* [What is being asked]
Copies of all lines containing the string "Tikiş" are needed from the data below.

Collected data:
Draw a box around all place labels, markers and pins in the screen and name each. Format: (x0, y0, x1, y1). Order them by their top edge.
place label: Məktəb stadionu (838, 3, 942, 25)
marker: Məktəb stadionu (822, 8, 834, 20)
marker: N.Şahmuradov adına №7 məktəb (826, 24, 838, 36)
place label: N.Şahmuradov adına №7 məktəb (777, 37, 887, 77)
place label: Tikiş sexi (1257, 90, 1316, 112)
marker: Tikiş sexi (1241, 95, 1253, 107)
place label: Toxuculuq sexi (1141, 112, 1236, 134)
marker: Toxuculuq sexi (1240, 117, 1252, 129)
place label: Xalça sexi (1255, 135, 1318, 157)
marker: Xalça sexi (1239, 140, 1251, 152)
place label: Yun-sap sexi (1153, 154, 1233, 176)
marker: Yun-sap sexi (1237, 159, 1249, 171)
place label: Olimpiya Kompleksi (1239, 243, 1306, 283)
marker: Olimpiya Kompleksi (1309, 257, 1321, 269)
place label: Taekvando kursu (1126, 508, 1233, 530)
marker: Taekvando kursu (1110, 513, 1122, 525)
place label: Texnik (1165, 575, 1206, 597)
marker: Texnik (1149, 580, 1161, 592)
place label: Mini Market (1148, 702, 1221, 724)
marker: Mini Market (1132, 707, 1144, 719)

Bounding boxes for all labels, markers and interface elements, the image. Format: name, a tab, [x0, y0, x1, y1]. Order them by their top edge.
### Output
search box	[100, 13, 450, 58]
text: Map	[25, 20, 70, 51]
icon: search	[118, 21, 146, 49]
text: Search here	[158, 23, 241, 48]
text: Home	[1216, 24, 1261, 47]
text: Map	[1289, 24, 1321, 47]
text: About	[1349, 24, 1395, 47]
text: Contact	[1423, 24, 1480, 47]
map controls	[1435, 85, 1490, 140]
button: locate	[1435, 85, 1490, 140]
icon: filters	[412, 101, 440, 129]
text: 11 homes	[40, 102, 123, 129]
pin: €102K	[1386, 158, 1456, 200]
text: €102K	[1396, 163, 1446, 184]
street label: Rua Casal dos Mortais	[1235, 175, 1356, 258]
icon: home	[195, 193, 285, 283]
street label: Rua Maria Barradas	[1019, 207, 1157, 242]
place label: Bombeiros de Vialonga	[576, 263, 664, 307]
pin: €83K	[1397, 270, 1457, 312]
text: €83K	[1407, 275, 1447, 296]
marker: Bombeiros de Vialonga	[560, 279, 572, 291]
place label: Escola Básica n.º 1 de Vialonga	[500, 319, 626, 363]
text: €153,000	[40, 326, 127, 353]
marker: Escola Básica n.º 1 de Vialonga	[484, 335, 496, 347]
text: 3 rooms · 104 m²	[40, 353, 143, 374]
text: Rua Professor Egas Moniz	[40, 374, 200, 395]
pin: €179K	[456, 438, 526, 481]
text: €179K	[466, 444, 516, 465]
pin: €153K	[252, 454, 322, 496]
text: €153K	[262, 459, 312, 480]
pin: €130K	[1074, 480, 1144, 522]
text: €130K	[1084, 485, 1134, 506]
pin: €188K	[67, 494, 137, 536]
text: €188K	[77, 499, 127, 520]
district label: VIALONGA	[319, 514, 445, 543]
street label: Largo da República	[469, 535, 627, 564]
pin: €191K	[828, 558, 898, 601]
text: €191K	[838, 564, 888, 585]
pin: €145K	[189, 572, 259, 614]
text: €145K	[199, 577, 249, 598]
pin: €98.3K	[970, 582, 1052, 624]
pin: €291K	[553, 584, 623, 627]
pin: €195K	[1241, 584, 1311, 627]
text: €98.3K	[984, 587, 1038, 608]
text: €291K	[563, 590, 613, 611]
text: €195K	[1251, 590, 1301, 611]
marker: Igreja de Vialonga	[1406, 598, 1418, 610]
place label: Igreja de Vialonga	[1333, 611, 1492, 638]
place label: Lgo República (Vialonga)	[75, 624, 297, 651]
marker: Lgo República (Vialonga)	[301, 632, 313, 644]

* [Result of this exercise]
place label: Tikiş sexi (1257, 90, 1316, 112)
marker: Tikiş sexi (1241, 95, 1253, 107)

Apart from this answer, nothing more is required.